"Then, I thank you," she muttered faintly.

And that was all, absolutely all. He opened the door, and in her sacque and Lady Betty's Tuscan, as she stood--for she had no change to make--she passed down the stairs before him, and walked beside him through the rain across a corner of Shepherd's Market. Thence they passed along Curzon Street in the direction of the little chapel with the country church porch--over against Mayfair Chapel, and conveniently near the Hercules Pillars--in which the Rev. Alexander Keith held himself ready to marry all comers, at all hours, without notice or licence.

It was the common dinner time, and the streets were quiet; they met no one whom they knew. Sophia, dazed and shaken, had scarcely power to think; she walked beside him mechanically, as in a dream, and could never remember in after days the way she went to be married, or whether she travelled the route on foot or in a chair. The famous Dr. Keith, baulked of one couple and one guinea--for that was his fee, and it included the clerk and a stamped certificate--welcomed the pair with effusion. Accustomed to unite at one hour a peer of the realm to a reigning toast, at another an apprentice to his master's daughter, he betrayed no surprise even when he recognised Sir Hervey Coke; but at once he led the way to the chapel, set the kneelers, called the witnesses, and did his part. He wondered a little, it is true, when he noticed Sophia's pallor and strange dress; but the reasons people had for marrying were nothing to him; the fee was everything, and in ten minutes the tie was tied.

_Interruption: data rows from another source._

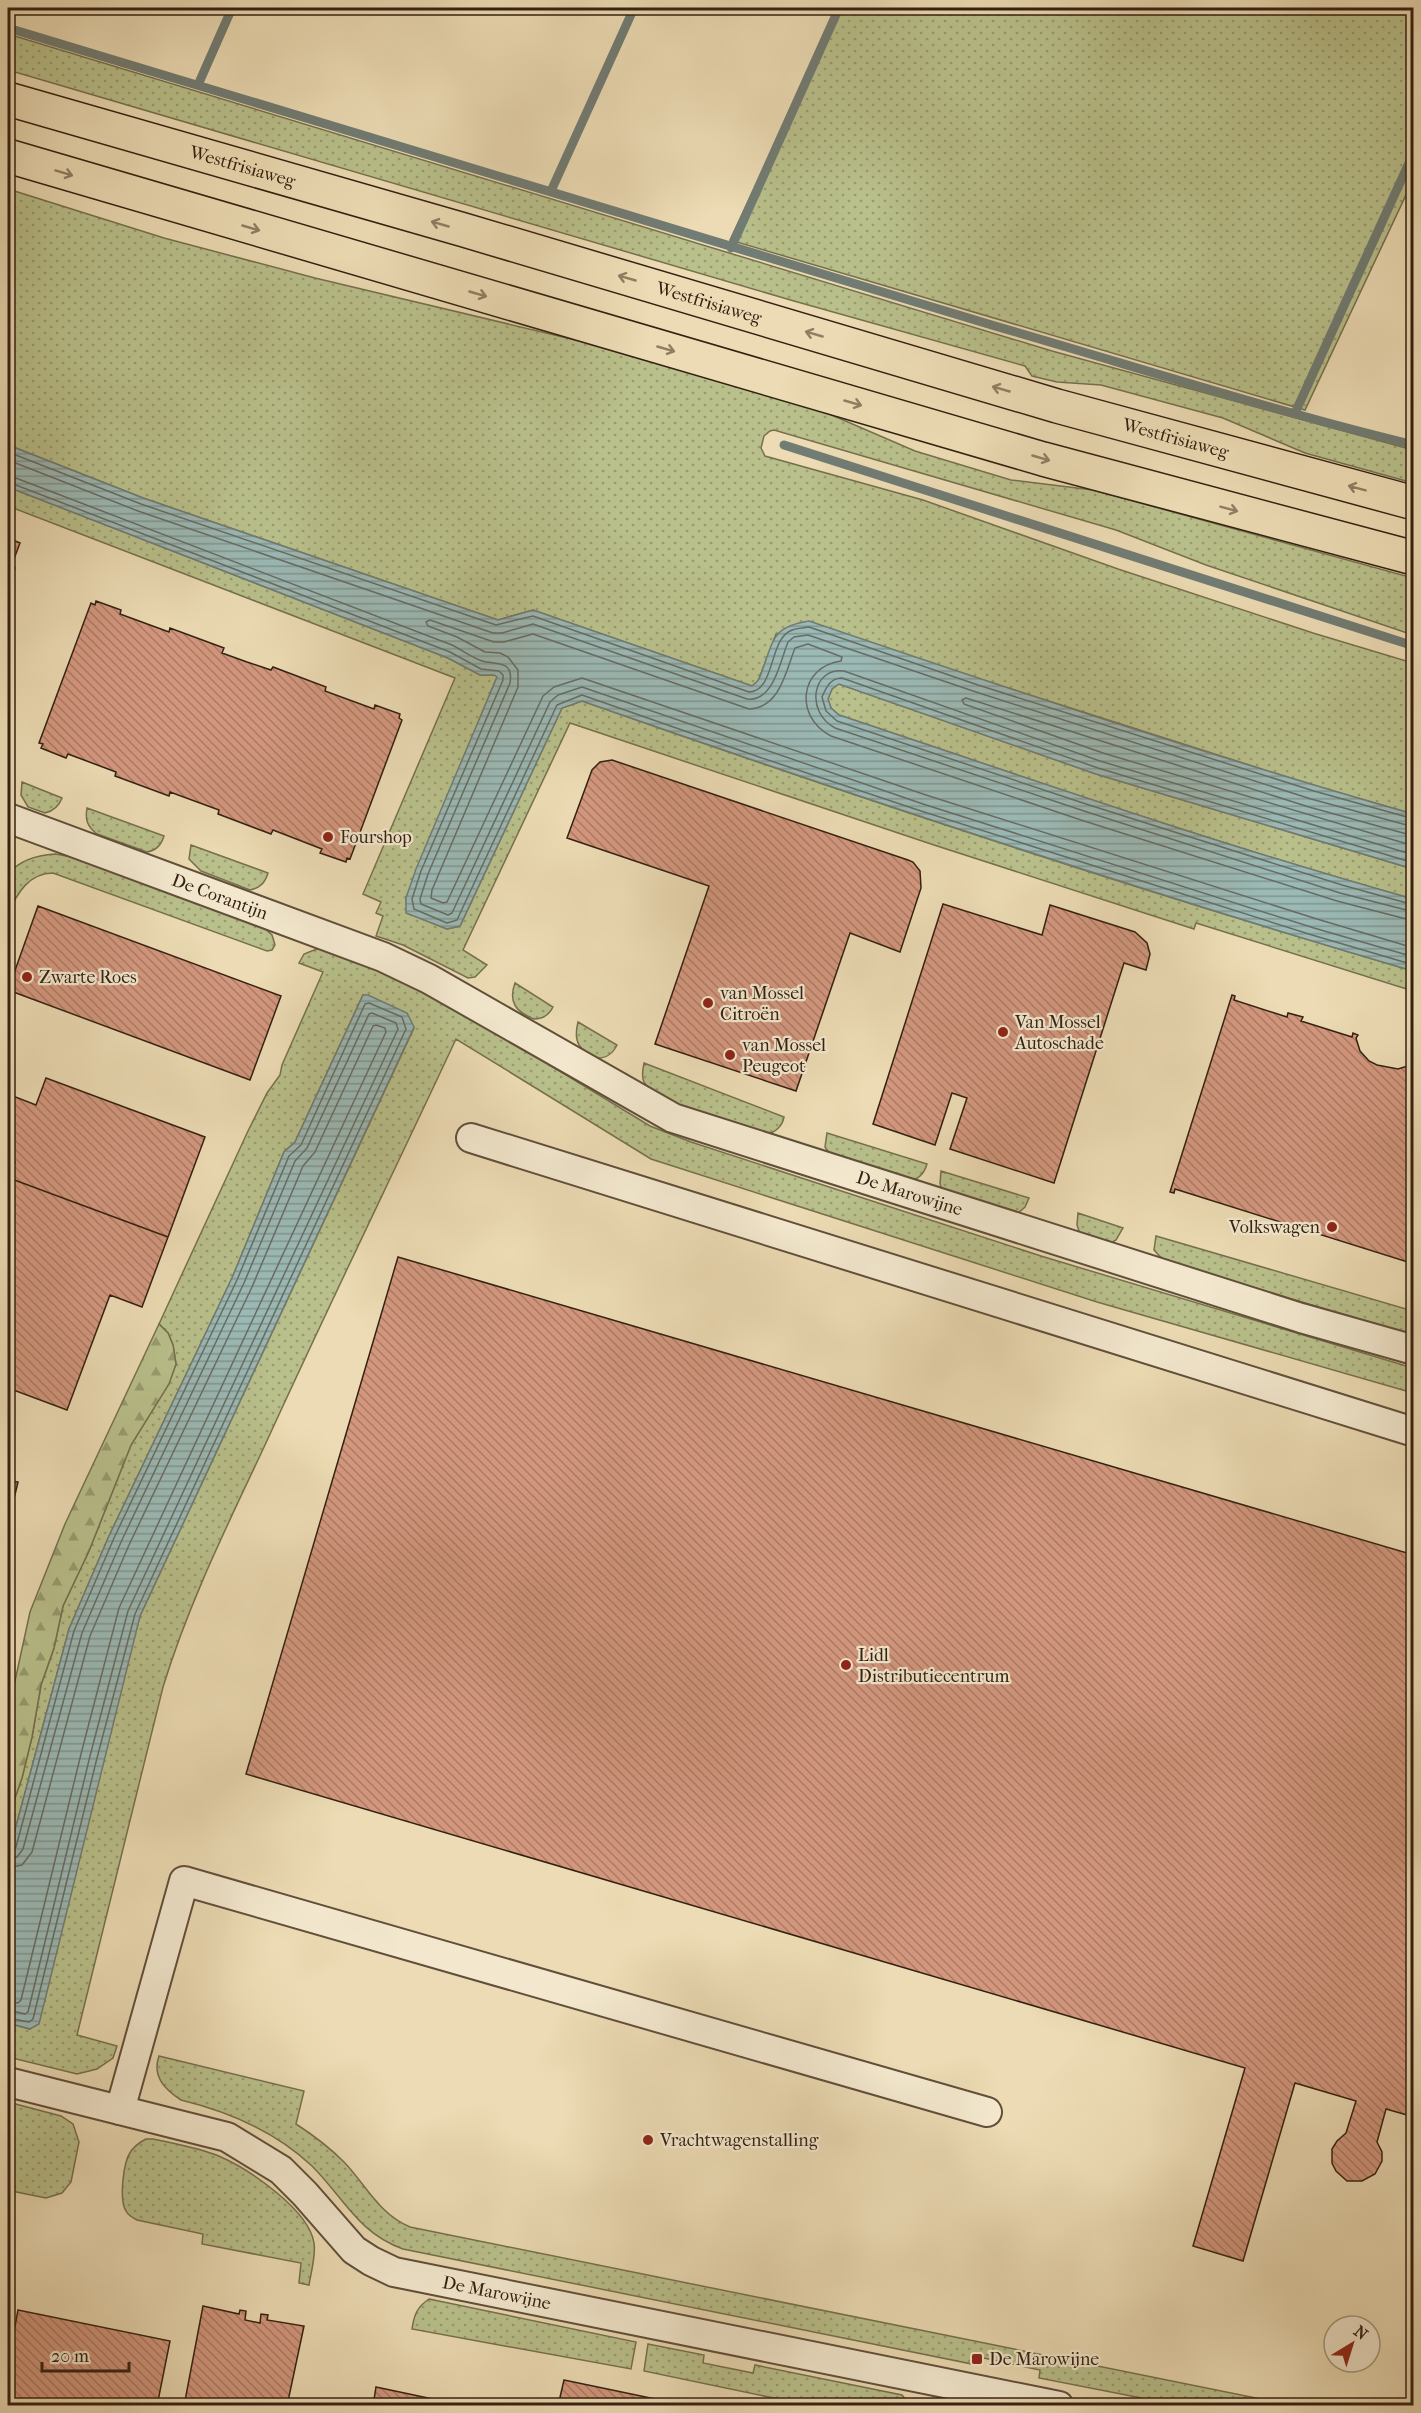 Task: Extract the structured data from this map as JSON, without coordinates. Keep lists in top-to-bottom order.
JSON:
{
  "streets": {
    "highway": ["Westfrisiaweg"],
    "street": ["De Corantijn", "De Marowijne"]
  },
  "crossings": [
    ["De Corantijn", "De Marowijne"]
  ],
  "places": {
    "other": [
      "Fourshop",
      "Zwarte Roes",
      "van Mossel Citroën",
      "Van Mossel Autoschade",
      "van Mossel Peugeot",
      "Volkswagen",
      "Lidl Distributiecentrum",
      "Vrachtwagenstalling"
    ],
    "transit": ["De Marowijne"]
  },
  "scale_bar": "20 m",
  "north": "top right"
}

Then only, as they stood waiting in the parlour while the certificate was being written, fear seized her, and a great horror, and she knew what she had done. She turned to Sir Hervey and held out her shaking hands to him, her face white and piteous. "You will be good to me?" she cried. "You will be good to me? You will keep your word?"

"While I live," he said quietly. "Why not, child?"

But, calmly as he spoke, his face, as they went out together, wore the look it wore at White's when he played deep; when, round the shaded candles, oaks, noted in Domesday, crashed down, and long-descended halls shook, and the honour of great names hung on the turn of a die. For, deep as he had played, much as he had risked, even to his home, even to his line, he had made to-day the maddest bet of all. And he knew it.

CHAPTER XIII

[THE WELCOME HOME]

"Your Grace is very good to call," Mrs. Northey said, working her fan with a violence that betrayed something of the restraint which she was putting on her feelings. "But, of course, the mischief is done now, the girl is gone, and----"

"I know, my dear, I know," the duchess answered soothingly. "Believe me, I am almost as sorry as if she were one of my own daughters."